How does the project translate “book knowledge” into something usable day-to-day?
What CBT logging loop does the app implement, and what data does it track?
Why does a progressive web app (PWA) fit the “offline + installable app” requirement?
What went wrong in early testing, and how were those issues handled?
How does the app help reduce manual work compared with using Notion directly?
Review Questions
- What specific transformation steps convert a large PDF/book into a daily CBT routine inside the app?
- Which UI elements and data fields are required for the cognitive distortions workflow to function correctly (highlighting, selecting distortions, and writing rational answers)?

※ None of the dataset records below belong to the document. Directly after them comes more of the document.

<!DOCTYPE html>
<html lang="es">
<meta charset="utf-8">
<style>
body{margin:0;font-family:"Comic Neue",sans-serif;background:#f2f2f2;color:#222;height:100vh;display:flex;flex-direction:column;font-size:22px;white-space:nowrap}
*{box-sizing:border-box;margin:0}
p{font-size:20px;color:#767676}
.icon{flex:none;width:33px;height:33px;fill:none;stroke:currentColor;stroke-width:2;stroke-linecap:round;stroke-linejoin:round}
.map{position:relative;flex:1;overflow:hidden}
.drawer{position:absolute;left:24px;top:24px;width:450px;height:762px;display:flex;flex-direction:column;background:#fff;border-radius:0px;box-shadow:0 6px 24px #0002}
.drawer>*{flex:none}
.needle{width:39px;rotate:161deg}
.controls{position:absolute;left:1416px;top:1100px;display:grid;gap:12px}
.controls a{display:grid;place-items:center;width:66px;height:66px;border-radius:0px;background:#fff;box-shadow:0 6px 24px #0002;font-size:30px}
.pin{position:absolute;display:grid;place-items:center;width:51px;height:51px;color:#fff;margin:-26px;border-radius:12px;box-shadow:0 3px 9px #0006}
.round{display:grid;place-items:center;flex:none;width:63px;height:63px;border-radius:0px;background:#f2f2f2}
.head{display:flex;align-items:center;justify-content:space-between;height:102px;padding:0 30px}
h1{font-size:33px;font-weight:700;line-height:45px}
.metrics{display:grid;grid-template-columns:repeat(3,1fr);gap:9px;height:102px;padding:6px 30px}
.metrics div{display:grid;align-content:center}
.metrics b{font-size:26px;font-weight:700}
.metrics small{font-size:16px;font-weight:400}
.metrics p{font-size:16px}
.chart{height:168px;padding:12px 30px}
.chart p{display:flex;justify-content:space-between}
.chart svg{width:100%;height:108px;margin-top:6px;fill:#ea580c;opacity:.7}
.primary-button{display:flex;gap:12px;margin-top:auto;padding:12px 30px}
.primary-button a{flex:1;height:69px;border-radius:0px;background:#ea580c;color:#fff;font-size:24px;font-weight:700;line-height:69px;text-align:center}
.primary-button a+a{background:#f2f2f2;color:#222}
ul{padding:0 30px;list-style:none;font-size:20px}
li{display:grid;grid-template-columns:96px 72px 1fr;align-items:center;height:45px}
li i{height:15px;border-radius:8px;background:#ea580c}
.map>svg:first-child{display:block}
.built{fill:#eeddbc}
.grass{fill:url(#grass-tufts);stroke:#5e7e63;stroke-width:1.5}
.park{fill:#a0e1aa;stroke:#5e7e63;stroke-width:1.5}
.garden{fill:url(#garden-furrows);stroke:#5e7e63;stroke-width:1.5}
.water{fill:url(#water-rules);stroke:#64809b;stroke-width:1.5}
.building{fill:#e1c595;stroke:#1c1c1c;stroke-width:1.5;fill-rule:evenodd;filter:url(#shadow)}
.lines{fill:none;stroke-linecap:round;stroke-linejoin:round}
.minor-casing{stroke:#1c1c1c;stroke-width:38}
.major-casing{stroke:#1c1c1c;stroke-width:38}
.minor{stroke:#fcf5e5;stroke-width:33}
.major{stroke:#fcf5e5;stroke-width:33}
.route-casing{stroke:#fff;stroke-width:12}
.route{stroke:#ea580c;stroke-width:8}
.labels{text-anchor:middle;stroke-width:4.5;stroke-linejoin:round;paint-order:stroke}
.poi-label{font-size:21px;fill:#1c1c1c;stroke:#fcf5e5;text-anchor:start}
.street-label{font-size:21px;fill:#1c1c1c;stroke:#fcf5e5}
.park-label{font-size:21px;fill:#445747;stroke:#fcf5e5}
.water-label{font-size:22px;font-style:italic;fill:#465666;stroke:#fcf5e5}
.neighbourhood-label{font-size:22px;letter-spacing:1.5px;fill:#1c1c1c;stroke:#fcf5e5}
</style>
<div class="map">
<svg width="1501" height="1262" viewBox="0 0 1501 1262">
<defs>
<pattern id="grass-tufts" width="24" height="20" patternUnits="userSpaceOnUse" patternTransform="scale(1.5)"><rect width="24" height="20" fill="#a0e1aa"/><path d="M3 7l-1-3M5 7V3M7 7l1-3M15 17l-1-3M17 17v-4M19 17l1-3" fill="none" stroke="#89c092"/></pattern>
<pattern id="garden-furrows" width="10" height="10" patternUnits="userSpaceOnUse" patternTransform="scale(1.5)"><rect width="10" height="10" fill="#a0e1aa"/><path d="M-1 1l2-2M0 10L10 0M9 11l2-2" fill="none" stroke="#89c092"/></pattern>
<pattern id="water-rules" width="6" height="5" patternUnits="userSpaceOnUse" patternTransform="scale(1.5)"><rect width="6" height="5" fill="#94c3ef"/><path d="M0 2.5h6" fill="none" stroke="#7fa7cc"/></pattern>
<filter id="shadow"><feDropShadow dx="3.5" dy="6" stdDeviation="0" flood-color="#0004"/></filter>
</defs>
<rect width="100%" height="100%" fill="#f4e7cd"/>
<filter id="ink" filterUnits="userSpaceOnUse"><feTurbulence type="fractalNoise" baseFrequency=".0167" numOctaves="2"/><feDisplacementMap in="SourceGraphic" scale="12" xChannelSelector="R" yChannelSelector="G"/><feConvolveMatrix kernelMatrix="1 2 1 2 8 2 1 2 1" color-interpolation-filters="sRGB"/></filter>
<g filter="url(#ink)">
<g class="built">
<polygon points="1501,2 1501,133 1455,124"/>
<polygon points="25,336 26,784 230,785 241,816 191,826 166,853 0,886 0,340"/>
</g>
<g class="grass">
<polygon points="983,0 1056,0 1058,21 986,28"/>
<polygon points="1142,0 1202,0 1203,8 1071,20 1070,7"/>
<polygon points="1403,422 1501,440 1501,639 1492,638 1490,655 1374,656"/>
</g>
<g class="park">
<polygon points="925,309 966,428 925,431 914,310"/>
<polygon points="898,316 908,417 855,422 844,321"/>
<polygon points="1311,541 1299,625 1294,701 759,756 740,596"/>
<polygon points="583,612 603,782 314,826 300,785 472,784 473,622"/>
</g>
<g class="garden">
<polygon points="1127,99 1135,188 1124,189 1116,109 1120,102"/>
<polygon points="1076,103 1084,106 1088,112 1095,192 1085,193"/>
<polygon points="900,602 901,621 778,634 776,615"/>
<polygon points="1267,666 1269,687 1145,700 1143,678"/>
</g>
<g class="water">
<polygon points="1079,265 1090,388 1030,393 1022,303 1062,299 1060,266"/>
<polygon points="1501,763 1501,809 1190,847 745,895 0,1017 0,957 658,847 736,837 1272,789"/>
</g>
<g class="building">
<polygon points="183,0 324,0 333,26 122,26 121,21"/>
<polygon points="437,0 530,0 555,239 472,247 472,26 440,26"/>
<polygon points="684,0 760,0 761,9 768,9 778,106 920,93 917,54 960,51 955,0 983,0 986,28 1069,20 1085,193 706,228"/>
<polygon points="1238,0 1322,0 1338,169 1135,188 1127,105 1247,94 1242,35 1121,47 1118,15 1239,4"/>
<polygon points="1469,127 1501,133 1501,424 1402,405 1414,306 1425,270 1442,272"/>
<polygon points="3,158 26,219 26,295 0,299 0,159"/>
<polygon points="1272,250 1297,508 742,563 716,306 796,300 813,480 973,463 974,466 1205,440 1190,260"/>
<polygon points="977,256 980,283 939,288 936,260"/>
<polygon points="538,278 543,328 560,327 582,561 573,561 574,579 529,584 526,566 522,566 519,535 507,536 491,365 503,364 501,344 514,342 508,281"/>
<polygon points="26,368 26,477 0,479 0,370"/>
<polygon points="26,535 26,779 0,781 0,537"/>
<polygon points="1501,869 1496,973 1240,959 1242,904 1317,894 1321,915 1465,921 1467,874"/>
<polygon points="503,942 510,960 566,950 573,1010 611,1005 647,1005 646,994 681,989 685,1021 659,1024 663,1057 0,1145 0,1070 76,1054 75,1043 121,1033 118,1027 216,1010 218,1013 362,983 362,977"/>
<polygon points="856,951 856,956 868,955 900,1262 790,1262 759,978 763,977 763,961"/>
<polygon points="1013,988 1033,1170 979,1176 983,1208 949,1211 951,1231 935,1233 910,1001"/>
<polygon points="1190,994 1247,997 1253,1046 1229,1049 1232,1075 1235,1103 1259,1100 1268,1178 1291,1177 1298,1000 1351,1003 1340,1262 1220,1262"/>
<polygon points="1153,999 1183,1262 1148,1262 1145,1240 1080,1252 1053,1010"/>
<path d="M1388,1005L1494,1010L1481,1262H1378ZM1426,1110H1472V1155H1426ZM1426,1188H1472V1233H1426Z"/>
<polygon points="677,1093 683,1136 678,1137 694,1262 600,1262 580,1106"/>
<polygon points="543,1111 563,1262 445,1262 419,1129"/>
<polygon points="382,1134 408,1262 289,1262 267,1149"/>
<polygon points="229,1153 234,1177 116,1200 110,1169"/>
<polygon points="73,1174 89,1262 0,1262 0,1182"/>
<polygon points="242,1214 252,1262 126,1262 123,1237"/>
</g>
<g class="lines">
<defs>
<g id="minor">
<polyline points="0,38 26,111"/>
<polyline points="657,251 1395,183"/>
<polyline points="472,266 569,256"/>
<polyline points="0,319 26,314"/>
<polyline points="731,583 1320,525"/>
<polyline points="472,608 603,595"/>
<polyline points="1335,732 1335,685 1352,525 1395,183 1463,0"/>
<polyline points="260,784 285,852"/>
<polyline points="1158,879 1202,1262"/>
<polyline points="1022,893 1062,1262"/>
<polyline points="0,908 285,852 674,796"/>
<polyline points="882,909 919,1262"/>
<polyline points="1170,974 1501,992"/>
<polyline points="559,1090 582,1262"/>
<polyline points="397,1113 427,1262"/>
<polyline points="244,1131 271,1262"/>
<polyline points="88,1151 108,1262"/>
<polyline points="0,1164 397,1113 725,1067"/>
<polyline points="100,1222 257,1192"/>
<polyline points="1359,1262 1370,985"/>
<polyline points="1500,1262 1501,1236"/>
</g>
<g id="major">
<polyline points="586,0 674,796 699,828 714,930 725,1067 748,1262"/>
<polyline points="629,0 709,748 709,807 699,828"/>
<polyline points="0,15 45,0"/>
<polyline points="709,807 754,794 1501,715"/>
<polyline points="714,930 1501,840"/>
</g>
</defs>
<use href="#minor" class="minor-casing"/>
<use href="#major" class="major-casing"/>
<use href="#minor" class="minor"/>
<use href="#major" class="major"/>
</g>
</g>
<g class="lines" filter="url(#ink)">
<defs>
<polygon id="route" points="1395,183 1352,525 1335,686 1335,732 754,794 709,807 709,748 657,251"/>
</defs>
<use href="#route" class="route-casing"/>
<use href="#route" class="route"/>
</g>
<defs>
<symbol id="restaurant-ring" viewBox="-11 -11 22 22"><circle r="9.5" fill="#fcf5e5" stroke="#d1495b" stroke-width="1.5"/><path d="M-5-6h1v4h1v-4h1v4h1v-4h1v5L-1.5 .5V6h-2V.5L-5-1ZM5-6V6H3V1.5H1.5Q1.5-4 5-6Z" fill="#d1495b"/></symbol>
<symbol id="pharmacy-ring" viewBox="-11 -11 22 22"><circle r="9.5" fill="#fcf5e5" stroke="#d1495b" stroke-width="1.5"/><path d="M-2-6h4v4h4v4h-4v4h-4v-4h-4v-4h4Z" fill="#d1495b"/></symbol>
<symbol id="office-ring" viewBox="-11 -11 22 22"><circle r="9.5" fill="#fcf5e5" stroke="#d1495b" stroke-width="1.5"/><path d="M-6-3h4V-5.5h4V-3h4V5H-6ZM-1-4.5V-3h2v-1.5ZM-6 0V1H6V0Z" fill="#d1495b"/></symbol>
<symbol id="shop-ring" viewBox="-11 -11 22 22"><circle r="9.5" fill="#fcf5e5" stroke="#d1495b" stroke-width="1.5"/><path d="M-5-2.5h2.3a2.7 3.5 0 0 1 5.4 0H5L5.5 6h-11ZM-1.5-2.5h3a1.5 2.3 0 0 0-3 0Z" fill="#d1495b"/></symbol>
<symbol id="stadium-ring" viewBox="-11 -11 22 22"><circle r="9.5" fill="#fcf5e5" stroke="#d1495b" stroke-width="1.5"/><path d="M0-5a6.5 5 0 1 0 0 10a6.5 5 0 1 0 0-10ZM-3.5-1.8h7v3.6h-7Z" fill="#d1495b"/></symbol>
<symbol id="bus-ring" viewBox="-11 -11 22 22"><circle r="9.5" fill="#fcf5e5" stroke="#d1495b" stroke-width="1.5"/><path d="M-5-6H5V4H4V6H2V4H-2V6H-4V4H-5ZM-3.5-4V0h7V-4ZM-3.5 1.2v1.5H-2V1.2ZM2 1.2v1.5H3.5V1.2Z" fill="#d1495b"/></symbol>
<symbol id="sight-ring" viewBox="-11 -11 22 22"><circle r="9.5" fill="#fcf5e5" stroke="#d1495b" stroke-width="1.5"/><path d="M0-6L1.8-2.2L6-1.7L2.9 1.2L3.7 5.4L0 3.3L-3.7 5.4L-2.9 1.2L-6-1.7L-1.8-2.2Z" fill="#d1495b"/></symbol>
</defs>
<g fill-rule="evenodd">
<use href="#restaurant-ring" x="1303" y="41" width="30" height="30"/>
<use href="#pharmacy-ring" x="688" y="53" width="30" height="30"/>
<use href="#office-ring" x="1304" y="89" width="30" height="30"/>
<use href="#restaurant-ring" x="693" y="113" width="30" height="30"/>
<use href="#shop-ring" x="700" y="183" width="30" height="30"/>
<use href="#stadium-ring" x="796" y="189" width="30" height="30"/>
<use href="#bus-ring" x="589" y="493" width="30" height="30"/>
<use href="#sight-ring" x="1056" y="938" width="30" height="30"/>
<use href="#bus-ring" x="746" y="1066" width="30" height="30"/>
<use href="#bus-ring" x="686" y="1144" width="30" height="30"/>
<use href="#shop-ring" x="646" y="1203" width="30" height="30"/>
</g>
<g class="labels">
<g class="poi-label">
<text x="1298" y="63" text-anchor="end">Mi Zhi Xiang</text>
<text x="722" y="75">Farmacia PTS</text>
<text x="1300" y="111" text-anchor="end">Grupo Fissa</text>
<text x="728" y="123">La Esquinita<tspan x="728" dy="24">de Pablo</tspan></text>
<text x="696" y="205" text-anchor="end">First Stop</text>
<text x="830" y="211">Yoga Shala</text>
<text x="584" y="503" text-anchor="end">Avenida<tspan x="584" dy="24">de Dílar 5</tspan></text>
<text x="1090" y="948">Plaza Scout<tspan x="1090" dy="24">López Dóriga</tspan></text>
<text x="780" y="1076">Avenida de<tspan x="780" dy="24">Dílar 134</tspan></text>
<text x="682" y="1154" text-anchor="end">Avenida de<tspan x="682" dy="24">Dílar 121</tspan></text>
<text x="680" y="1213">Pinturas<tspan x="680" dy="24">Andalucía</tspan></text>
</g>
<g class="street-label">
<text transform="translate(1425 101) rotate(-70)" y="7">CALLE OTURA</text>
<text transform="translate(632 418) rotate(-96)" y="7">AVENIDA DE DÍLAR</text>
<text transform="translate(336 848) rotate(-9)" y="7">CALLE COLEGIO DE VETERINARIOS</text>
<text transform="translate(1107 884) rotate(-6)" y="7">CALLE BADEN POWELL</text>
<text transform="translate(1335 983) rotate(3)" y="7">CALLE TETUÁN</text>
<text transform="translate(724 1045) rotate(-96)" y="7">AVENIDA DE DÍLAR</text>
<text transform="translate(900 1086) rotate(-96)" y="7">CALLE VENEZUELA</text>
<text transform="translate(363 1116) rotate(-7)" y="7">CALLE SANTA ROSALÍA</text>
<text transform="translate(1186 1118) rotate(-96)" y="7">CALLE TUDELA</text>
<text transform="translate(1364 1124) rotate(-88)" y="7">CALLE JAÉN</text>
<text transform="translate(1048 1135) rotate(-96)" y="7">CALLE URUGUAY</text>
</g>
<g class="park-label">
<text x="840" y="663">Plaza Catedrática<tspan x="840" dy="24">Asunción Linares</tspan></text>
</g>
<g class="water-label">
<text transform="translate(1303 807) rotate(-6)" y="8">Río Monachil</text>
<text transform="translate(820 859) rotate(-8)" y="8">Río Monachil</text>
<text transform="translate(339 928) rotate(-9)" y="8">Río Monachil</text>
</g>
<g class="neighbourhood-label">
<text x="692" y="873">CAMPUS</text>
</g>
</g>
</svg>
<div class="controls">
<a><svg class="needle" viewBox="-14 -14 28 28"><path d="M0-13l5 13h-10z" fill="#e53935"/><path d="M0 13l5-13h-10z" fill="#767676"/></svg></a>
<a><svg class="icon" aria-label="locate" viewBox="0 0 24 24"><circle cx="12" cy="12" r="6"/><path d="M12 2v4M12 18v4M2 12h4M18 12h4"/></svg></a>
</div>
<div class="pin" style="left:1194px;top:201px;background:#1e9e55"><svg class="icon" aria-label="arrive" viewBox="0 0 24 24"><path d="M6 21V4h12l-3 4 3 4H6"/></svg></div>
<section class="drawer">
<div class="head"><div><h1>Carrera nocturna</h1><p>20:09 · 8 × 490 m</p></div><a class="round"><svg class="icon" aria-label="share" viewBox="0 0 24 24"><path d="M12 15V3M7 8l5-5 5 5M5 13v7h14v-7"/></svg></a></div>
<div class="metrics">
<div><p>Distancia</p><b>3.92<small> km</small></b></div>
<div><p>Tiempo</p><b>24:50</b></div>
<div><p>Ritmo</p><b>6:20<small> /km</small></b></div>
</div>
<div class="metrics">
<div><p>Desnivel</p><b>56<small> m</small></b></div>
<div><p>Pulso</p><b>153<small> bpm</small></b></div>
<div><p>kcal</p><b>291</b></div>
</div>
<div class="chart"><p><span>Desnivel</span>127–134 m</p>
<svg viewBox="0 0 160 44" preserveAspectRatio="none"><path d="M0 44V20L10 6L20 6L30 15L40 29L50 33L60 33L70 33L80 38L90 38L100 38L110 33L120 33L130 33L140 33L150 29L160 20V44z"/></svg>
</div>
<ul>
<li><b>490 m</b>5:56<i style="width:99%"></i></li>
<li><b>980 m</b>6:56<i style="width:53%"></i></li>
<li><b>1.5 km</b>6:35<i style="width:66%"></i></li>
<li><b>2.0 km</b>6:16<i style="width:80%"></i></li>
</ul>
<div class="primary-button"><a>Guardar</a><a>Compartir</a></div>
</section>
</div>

- How did the creator verify and iterate on the app—what feedback loop connected Zoom transcript exports to Claude Cowork’s code changes?
Key Points
- 1
Distill long-form mental-health material into highlights (Markdown) before generating daily app instructions, so the workflow stays practical.
- 2
Use Claude Cowork to convert source material into a step-by-step CBT guide that directly maps to app screens and actions.
- 3
Design for a non-programmer by specifying requirements clearly: dashboard, offline use, export formats, and automatic reminders.
- 4
A PWA approach can satisfy “installable + offline” needs via service workers and local storage in an indexed database.
- 5
Expect early UI/UX friction: window responsiveness, missing controls in the interface, and feature tabs that may fail without a reload.
- 6
Close the loop with recorded usability feedback (Zoom Clips transcript export) and iterative code rewrites driven by that transcript.
- 7
Validate the core CBT loop end-to-end (mood → thoughts → distortions → BDI scoring → history) before assuming secondary features like reminders are correct.